RECORDS PROVIDED >>

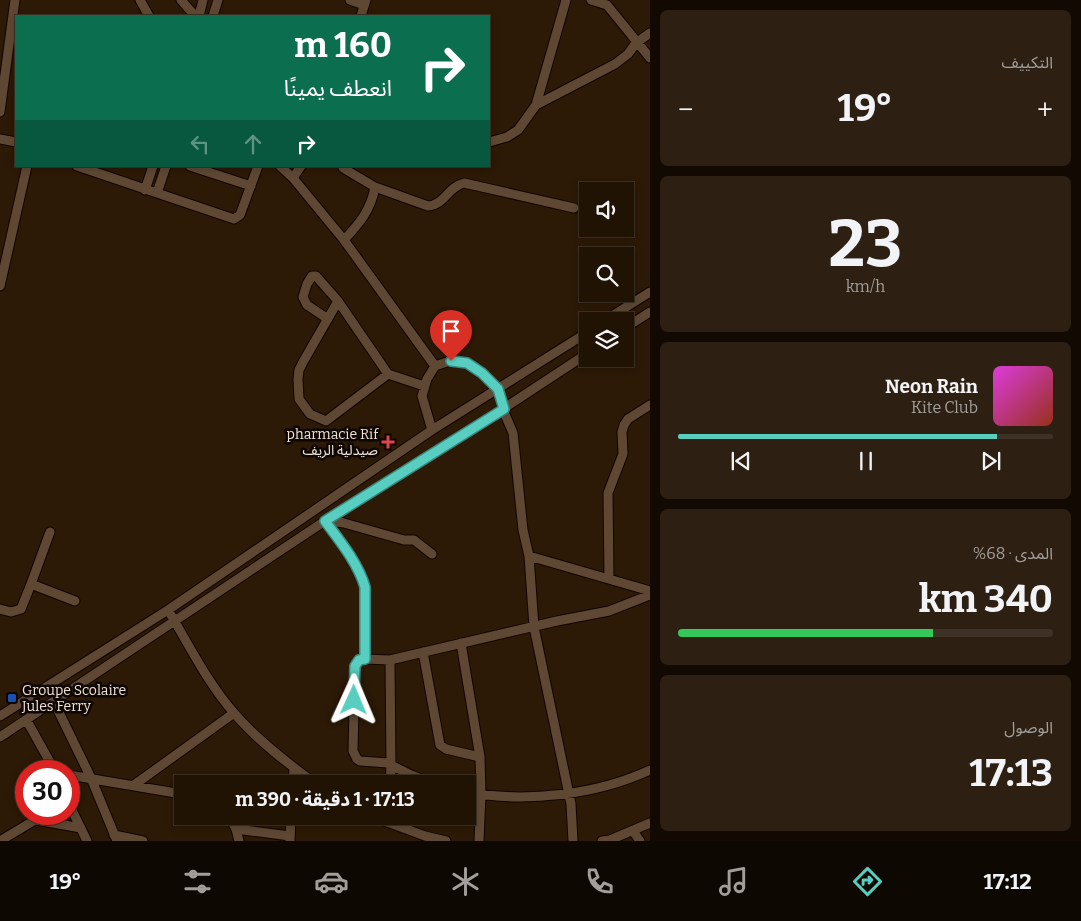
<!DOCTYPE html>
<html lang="ar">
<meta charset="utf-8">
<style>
body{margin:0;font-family:Bitter,"Noto Sans Arabic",serif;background:#2d2013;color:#f1f3f6;direction:rtl;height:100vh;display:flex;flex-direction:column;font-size:19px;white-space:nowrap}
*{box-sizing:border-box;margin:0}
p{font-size:16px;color:#a29e9a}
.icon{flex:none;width:28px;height:28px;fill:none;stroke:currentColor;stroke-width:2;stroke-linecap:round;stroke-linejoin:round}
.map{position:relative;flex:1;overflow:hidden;direction:ltr}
.drawer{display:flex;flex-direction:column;gap:10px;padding:10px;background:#120a02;width:431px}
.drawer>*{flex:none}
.hud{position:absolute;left:15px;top:15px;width:475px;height:152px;border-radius:0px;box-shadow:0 2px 8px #0003,0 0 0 1px #3e3226;direction:rtl;background:#0b6e4f;color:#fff;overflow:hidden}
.controls{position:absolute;left:579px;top:182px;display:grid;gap:10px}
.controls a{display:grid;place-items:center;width:55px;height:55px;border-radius:0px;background:#211304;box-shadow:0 2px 8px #0003,0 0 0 1px #3e3226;font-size:25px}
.speed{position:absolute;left:15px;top:760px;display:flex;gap:10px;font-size:25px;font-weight:700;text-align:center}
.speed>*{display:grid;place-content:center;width:65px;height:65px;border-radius:50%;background:#211304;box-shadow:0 2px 8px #0003,0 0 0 1px #3e3226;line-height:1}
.speed .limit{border:8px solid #d22;background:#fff;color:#111}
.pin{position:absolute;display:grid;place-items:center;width:42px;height:42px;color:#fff;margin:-51px -21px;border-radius:50% 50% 50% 0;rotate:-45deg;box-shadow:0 0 5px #0007}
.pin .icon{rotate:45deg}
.me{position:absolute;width:55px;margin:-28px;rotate:1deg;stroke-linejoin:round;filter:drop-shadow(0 0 4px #0008)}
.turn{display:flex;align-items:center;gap:18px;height:105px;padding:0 15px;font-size:22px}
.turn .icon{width:65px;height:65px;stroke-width:2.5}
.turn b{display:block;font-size:35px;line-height:42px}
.lanes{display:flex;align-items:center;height:48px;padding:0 15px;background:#0003;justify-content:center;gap:25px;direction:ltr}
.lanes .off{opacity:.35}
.big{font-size:38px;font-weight:700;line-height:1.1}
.drawer .card{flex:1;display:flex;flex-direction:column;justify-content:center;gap:8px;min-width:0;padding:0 18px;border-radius:8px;background:#2d2013}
.drawer .dial{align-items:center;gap:0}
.dial b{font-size:65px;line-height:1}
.song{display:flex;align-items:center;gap:15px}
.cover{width:60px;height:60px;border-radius:8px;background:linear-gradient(135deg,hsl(300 70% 55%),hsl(10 70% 35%))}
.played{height:5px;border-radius:2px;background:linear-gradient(90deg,#58cec0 85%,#3e3226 85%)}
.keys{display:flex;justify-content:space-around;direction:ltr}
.heat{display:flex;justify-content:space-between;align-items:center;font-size:28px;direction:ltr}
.charge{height:8px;border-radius:4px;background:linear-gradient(90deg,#34c759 68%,#3e3226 0)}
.trip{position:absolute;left:174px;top:775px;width:302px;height:50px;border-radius:0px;background:#211304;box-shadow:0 2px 8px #0003,0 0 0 1px #3e3226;font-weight:700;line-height:50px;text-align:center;direction:rtl}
.dock{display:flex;height:80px;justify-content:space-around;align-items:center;background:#0d0802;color:#a29e9a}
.dock .icon{width:35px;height:35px}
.dock .on{color:#58cec0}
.dock b{font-size:22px;color:#f1f3f6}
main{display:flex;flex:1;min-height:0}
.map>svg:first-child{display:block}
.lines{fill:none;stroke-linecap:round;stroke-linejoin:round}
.minor-casing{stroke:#140400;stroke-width:11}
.minor{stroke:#5e4834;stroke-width:9}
.route-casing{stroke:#39867d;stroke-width:12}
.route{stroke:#58cec0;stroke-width:9}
.health-dot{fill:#e0444e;stroke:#0e0602;stroke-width:2}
.transit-dot{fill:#1a4fb4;stroke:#0e0602;stroke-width:2}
.labels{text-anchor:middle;stroke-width:5;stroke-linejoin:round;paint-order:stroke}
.poi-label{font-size:14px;fill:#eee0d4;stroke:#0e0602;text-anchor:end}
</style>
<main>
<section class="drawer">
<div class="card"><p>التكييف</p>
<div class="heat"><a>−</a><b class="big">19°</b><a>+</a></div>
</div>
<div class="card dial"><b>23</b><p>km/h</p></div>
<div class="card">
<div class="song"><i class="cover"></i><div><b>Neon Rain</b><p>Kite Club</p></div></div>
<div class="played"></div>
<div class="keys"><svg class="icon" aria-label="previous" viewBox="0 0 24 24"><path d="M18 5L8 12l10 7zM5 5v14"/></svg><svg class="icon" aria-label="pause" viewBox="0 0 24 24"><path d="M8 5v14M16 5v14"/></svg><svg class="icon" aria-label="next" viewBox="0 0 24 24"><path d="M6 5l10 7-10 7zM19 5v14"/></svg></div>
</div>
<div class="card"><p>المدى · 68%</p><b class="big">340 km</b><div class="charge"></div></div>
<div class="card"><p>الوصول</p><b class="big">17:13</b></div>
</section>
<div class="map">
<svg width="650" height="841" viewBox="0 0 650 841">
<rect width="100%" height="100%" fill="#2c1906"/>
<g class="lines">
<defs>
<path id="minor" d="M140 0 149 16
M181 0 195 16
M350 0 364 5
M591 0 607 5 650 58
M199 16 203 0
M213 16 218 0
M361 16 366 0
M536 105 566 0
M0 112 15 0
M0 139 16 142
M489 142 507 137 518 130 536 105 615 64 628 54 636 43 650 33
M77 166 234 219 240 215 258 166
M190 166 251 186
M280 166 293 178 344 240 435 366
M343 168 375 187 428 206C444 205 448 187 464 183L574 208
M293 178 301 166
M145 190 153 166
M157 193 166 166
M344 240C359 224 371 210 375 187
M0 286 27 166
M338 301 303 362 299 370 298 379 299 399 310 414 326 421 388 374
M328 319 307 305 303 297 307 284 312 276H316L338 301 388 374 424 386
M604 321 650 292
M625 328 650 312
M432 430 422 396 427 379 435 366 450 361 467 363 482 373 498 389 504 412 513 433 523 530 529 556 534 627 571 804 573 841
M325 521C340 541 358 563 365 587V659
M328 525 338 522 344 523 404 540H414L432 554
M529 556 650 591
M609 579 608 493 623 454 622 432 624 425 628 419 650 405
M31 584 50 532
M0 609 11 612 21 609 31 584 75 601
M171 615C191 649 208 683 234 713 257 740 287 763 316 784
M461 643 480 757 481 794 479 841
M423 652 440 745 446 749 480 757
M390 660 391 765 411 775 434 784
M54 702 91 778 117 841
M0 716 168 610 432 430 588 332
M27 721 55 771
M0 737 325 521 503 409 588 353
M69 775 182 794
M293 784 294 768
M390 784 391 765 388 763 360 761 357 759 353 751 355 666 359 660 365 659 390 660 557 621 609 611 650 595
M134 785 234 713
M468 792C525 803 596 795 650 770
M69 804 87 841
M229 816 236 829 239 841
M371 816 425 836 446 841
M36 820 81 828
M236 829 290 836
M633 831 640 841
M114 835 143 841
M0 841 45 814
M290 841 291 816
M602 841 610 840 650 823"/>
</defs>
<!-- minor casing -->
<use href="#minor" class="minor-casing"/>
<!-- minor -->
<use href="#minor" class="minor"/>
</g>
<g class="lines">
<defs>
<path id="route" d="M354 700 355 666 359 660 365 659V587C358 563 340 541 325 521L504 409 498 389 482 373 467 363 451 361"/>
</defs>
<!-- route casing -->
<use href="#route" class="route-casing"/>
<!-- route -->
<use href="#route" class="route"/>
</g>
<!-- markers -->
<path class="health-dot" d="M385.5 434.5h5v5h5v5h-5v5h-5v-5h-5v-5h5z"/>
<rect class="transit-dot" x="7" y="693" width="10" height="10" rx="2.5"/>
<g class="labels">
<!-- poi labels -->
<g class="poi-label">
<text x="378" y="439">pharmacie Rif<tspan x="378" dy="16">صيدلية الريف</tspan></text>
<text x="22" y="695" text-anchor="start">Groupe Scolaire<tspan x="22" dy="16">Jules Ferry</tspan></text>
</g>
</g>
</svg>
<div class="controls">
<a><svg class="icon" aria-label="sound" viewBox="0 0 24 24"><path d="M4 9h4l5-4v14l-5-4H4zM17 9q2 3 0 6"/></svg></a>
<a><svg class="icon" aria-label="search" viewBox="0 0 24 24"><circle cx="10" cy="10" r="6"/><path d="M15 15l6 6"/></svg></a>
<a><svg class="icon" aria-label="layers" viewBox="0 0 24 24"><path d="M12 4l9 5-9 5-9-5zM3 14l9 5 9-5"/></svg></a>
</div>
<div class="speed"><div class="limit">30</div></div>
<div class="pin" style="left:451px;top:361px;background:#d93025"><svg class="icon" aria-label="arrive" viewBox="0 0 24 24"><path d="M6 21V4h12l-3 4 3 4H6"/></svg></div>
<svg class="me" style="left:354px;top:700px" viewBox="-20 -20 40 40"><path d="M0-17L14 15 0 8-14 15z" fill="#58cec0" stroke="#fff" stroke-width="4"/></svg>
<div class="trip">17:13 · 1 دقيقة · 390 m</div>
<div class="hud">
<div class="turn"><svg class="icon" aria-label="right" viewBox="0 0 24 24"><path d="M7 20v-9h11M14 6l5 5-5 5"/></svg><div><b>160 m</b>انعطف يمينًا</div></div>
<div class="lanes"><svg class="icon off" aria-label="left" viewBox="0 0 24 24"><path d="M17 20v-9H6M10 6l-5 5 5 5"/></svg><svg class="icon off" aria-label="ahead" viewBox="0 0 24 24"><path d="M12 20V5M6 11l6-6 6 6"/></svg><svg class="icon" aria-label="right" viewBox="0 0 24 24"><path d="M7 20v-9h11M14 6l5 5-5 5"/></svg></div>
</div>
</div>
</main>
<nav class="dock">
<b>17:12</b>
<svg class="icon on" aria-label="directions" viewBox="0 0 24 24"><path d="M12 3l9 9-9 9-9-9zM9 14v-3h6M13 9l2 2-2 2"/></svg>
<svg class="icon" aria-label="music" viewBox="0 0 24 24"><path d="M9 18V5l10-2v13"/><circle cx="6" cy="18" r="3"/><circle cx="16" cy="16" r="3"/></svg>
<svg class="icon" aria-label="phone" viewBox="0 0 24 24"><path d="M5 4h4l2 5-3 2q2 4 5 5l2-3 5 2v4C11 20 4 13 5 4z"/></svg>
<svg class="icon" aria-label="climate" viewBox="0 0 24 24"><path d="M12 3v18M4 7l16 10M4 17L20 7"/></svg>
<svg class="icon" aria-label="car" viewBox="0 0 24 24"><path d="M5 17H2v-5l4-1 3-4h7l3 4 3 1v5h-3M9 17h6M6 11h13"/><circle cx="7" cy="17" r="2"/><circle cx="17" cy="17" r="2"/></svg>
<svg class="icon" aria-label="filters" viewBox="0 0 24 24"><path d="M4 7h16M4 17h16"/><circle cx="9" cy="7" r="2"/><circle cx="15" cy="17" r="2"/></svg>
<b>19°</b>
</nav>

DIRECTIONS >> Search the entries for the word "played" and show every line that has it.

YOUR RESPONSE >>
.played{height:5px;border-radius:2px;background:linear-gradient(90deg,#58cec0 85%,#3e3226 85%)}
<div class="played"></div>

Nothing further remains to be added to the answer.